The EFF-supported program targets for Sri Lanka includes achieving fiscal consolidation, restoring debt sustainability and price stability, safeguarding financial stability, introducing structural reforms to reduce corruption risks, and promoting economic growth. The report also highlighted the steps that are being taken to strengthen the anti-corruption framework and improve fiscal transparency Strengthen risk-based AML/CFT supervision.
“The draft anti-corruption legislation (to receive Parliamentary approval by Jun 2023) should establish a transparent and merit-based method for selecting independent commission members. Comprehensive asset recovery provisions in compliance with ‘UN’s Convention against Corruption’ should be incorporated into draft legislation by Mar 2024.’

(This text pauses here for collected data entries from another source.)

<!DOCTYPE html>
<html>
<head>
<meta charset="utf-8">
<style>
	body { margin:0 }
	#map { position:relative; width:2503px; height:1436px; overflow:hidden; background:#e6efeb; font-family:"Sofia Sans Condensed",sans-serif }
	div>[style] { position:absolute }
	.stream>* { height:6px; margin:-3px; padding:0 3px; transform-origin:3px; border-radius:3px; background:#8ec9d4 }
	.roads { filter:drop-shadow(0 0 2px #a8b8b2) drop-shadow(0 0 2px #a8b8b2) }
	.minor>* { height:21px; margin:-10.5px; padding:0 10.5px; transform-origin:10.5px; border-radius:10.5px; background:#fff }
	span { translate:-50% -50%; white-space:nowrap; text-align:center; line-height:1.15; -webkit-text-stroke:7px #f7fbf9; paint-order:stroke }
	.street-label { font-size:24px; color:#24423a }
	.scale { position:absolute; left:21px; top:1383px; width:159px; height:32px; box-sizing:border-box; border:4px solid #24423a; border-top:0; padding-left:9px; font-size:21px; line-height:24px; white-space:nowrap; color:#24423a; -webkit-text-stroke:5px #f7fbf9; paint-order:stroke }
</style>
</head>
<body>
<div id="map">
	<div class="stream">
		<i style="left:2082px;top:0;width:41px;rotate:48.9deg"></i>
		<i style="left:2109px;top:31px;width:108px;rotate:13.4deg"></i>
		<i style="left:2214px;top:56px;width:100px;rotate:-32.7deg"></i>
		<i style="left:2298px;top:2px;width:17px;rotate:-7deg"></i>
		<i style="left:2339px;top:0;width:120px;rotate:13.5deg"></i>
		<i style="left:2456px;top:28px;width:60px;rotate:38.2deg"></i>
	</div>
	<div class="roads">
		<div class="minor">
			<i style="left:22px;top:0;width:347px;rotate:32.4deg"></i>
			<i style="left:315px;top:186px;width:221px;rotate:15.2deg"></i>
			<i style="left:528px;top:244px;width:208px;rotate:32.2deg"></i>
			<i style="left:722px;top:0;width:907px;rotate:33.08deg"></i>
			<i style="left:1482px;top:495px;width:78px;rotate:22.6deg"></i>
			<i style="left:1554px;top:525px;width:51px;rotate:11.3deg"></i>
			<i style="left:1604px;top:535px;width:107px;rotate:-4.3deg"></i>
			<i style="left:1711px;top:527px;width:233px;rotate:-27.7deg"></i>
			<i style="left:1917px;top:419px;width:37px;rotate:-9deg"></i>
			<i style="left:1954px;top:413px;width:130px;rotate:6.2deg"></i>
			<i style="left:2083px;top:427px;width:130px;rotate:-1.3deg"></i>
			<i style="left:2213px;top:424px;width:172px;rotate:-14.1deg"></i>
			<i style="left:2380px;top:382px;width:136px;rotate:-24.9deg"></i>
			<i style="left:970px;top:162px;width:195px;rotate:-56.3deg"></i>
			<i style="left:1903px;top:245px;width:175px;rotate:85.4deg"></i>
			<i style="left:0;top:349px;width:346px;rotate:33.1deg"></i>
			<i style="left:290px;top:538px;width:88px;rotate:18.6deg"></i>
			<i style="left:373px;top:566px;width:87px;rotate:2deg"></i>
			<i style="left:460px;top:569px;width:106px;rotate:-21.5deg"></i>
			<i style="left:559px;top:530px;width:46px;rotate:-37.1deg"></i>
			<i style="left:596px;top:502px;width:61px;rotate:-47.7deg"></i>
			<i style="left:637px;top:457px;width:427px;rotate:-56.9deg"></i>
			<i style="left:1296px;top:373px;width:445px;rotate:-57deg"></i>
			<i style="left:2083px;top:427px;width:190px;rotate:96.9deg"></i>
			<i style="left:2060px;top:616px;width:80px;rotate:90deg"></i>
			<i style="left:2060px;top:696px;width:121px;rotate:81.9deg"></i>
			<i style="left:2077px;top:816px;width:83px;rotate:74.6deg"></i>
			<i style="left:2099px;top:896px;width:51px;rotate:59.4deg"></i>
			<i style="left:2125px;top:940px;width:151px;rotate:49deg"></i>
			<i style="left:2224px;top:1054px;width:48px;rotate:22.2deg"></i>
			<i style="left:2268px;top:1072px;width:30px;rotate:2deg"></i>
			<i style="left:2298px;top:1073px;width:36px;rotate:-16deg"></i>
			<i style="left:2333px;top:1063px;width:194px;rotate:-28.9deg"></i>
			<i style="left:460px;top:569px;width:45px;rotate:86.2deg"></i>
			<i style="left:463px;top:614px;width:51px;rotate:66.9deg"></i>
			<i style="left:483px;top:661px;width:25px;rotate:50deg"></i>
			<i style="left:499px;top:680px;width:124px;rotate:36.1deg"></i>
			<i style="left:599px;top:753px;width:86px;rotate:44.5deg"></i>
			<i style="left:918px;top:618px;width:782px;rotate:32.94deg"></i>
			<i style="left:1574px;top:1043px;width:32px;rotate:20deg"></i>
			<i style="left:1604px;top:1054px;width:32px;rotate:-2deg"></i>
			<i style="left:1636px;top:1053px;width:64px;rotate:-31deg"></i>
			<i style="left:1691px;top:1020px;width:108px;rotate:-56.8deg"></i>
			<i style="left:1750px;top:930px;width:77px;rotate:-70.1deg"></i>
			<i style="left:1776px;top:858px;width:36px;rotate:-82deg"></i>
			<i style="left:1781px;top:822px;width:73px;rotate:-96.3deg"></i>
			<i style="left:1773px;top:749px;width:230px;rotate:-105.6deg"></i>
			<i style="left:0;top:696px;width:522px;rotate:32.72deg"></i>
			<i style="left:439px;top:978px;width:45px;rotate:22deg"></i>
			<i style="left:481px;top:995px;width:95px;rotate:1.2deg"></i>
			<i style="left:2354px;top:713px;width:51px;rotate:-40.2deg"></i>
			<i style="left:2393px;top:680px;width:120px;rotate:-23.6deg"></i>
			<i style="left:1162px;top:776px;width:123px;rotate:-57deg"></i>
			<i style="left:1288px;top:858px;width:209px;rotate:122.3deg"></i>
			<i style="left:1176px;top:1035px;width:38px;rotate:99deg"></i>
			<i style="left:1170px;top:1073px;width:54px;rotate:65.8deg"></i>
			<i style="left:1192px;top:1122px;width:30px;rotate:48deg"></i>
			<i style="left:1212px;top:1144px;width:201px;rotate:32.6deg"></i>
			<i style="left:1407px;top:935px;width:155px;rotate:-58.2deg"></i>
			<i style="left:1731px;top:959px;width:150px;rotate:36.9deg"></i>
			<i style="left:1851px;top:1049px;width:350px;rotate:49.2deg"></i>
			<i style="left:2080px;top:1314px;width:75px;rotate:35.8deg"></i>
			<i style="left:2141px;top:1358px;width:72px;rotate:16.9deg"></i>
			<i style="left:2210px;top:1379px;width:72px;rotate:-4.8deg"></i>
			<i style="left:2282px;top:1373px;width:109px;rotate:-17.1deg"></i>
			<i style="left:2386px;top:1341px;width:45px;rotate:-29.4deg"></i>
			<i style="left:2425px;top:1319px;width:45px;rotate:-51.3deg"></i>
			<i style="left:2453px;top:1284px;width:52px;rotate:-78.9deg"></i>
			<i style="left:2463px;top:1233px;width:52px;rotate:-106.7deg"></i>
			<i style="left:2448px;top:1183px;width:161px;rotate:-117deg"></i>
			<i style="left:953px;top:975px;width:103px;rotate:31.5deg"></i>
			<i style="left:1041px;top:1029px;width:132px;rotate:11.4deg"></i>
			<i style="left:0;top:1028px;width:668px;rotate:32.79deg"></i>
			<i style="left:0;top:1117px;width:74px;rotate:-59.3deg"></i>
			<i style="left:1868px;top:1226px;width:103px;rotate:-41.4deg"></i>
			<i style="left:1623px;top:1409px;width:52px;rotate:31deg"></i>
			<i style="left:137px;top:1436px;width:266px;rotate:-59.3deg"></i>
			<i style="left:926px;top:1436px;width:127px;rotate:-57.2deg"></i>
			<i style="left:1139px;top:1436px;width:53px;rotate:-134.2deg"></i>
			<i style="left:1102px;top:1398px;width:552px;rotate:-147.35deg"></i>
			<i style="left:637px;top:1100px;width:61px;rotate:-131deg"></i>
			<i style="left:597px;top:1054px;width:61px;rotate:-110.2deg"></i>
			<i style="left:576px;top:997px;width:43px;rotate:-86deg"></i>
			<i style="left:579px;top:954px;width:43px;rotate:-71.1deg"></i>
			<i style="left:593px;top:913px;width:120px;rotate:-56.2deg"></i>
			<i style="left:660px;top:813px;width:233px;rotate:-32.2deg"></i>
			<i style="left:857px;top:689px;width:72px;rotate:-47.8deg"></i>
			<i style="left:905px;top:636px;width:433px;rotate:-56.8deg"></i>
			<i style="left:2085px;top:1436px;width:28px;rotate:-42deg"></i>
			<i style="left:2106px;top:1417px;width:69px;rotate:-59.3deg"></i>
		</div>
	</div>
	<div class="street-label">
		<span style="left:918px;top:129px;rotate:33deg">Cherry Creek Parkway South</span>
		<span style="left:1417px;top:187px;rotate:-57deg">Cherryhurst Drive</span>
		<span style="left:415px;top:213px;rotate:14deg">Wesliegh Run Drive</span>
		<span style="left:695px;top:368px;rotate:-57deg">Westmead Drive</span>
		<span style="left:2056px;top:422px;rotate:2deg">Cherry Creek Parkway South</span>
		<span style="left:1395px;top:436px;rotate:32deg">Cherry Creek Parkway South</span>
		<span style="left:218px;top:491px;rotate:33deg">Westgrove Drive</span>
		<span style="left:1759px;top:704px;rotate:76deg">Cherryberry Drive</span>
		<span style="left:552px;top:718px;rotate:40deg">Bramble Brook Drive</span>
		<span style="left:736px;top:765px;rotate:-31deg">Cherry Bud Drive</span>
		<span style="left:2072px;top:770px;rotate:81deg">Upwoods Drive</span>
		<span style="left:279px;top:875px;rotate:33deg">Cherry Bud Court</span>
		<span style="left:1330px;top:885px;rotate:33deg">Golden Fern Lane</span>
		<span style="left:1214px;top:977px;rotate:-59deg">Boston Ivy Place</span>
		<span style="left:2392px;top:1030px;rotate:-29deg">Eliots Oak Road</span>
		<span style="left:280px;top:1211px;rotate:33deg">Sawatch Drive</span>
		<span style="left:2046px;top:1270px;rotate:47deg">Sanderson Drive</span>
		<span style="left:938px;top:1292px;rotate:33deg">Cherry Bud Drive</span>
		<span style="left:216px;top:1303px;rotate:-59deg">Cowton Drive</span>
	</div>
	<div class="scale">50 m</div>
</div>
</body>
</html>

The Report also recalled the ‘Root cause of Sri Lanka’s Economic Crisis’ and said that the country’s vulnerabilities were worsened by the 2017 drought, 2018 political turmoil, and the 2019 terrorist attacks. Explaining further the report pointed out that due to limited reserves and high debt levels, the country was already struggling to repay external bonds when the pandemic hit.
“As a consequence, usable gross international reserves dropped from USD 7.6Bn in 2019 to USD 1.6Bn in 2021, insufficient for covering even a month’s worth of imports. Consequently, the country suspended external debt service in Apr 2022 and defaulted on international sovereign bonds in May 2022, leading to a nearly 40% depreciation of the rupee in just three months.” This caused a significant economic contraction and a surge in inflation.
Measures taken by Sri Lanka to tackle the economic crisis included tightening import restrictions and other balance of payment measures to address FX shortages and depreciation pressure. “Implemented a digital fuel rationing system to manage fuel access and increased financial assistance to support vulnerable groups. Downsized monetary financing, raised policy rates, introduced tax measures, introduced energy price mechanisms, raised electricity prices, and introduced structural reforms.”